By Leanna Byrne and Robin Sheeran

All times stated are UK

  1. That's all for today...


    That concludes today's proceedings. Heavy at times with a smattering of curry controversy, Mr Scoffield has dished out plenty of interesting avenues the inquiry will now investigate.

    Join us again next Tuesday for the start of phases three and four of the inquiry.

    Until then, have a great weekend.

  2. What happened at the RHI Inquiry today?


    The inquiry was told of a row at an Indian restaurant in London in June 2015 between former enterprise minister Jonathan Bell and his adviser, Timothy Cairns.

    The inquiry heard there was some evidence that emerging problems in the RHI scheme were "in the mix".

    At the time, the pair were part of a departmental delegation to meet Amber Rudd, then the minister with responsibility for energy and climate change.

    The inquiry was also told that there is a limited paper-trail between DUP special advisers during a key phase of the RHI debacle, when they were alleged to be thwarting attempts to delay cost controls

  3. 'Dysfunctional relationship'

    DUP logo

    Mr Scoffield returns to the stormy relationship between Mr Bell and Mr Cairns.

    He says the panel may wish to consider whether this "was so dysfunctional that it impeded the proper functioning of the department to the extent that it was wrong" for the DUP to insist that they continued to work together.

  4. 'The minister rarely read documents'

    long shot of inquiry

    Following the meeting, the deferral recommendation was presented to the minister, Jonathan Bell, for approval.

    Mr Cairns' evidence is that Mr Bell accepted the advice without protest.

    Mr Scoffield continues:

    "The fact that the minister made no protestations about the advice given was not surprising however as in Mr Cairns' experience the minster rarely read papers or briefing documents and accepted advice on most matters."

  5. 'Deferring the tariff changes'

    At an "issues meeting" on 24 August the date was set for the imposition of cost controls.

    The then DETI permanent secretary Andrew McCormick's evidence is that there was a discussion about how long the tariff revisions could be deferred "with a clear desire from Timothy Cairns that that should be as long as possible".

    Dr McCormick says officials "reluctantly" accepted deferral until 4 November.

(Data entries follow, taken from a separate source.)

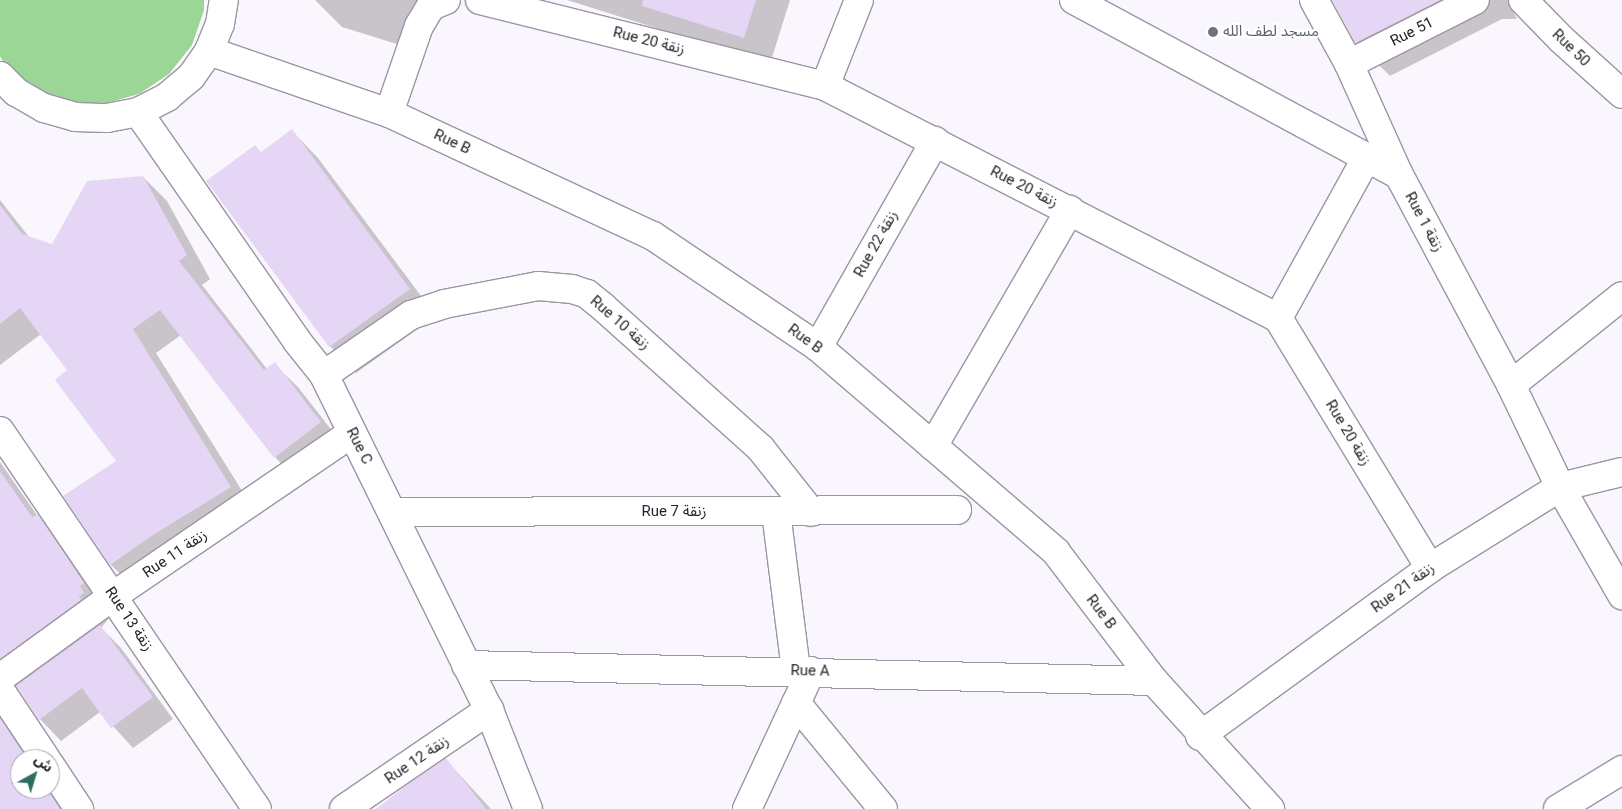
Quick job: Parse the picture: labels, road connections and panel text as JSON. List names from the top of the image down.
{
  "streets": {
    "street": [
      "Rue 51",
      "Rue 20 زنقة",
      "Rue 50",
      "Rue B",
      "Rue 1 زنقة",
      "Rue 22 زنقة",
      "Rue 10 زنقة",
      "Rue C",
      "Rue 7 زنقة",
      "Rue 11 زنقة",
      "Rue 21 زنقة",
      "Rue 13 زنقة",
      "Rue A",
      "Rue 12 زنقة"
    ]
  },
  "crossings": [
    ["Rue 20 زنقة", "Rue 22 زنقة"],
    ["Rue 20 زنقة", "Rue 21 زنقة"],
    ["Rue B", "Rue 22 زنقة"],
    ["Rue B", "Rue 21 زنقة"],
    ["Rue B", "Rue A"],
    ["Rue 1 زنقة", "Rue 21 زنقة"],
    ["Rue 10 زنقة", "Rue C"],
    ["Rue 10 زنقة", "Rue 7 زنقة"],
    ["Rue C", "Rue 7 زنقة"],
    ["Rue C", "Rue 11 زنقة"],
    ["Rue C", "Rue A"],
    ["Rue C", "Rue 12 زنقة"],
    ["Rue 11 زنقة", "Rue 13 زنقة"]
  ],
  "places": ["مسجد لطف الله"],
  "north": "top right"
}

    Mr Cairns' account is that he inquired whether October was the latest date when cost controls could be implemented.

    He says no pressure was exerted on civil servants.

    The SPAD says DETI official John Mills (above) suggested that controls could be introduced in early November.

    Both Dr McCormick and Mr Cairns say they were surprised by this.

  6. 'No minutes taken at key decision making meeting'

    Mr Scoffield is listing more email exchanges between officials between Mr Cairns, Mr Mills, Mr McCormick and Mr Stewart.

    These exchanges lead up to a meeting near the end of August 2016.

    At this meeting, the decision is made to push back the introduction of tariffs from 1 October to 4 November.


    Mr Scoffield makes the point that between this period of time, some of the highest spikes in applications occurred.

    He also observes that there was no minutes taken at this meeting and that the only piece of information the department could provide was a "relatively uninformative" agenda.

  7. 'Piecemeal information'

    Mr Scoffield turns to a Department of Finance (DF) statement to the inquiry prepared by an official called Emer Morelli.

    DF says DETI only provided piecemeal information on the RHI scheme.

    It says information not shared with DF included:

    • Information on the wider UK policy position and the GB scheme
    • Market intelligence
    • Information on usage rates
    • Whistleblowing concerns
    DFP logo

    DF says it is not clear why DETI was not forthcoming with this information in response to queries throughout the summer and autumn of 2015.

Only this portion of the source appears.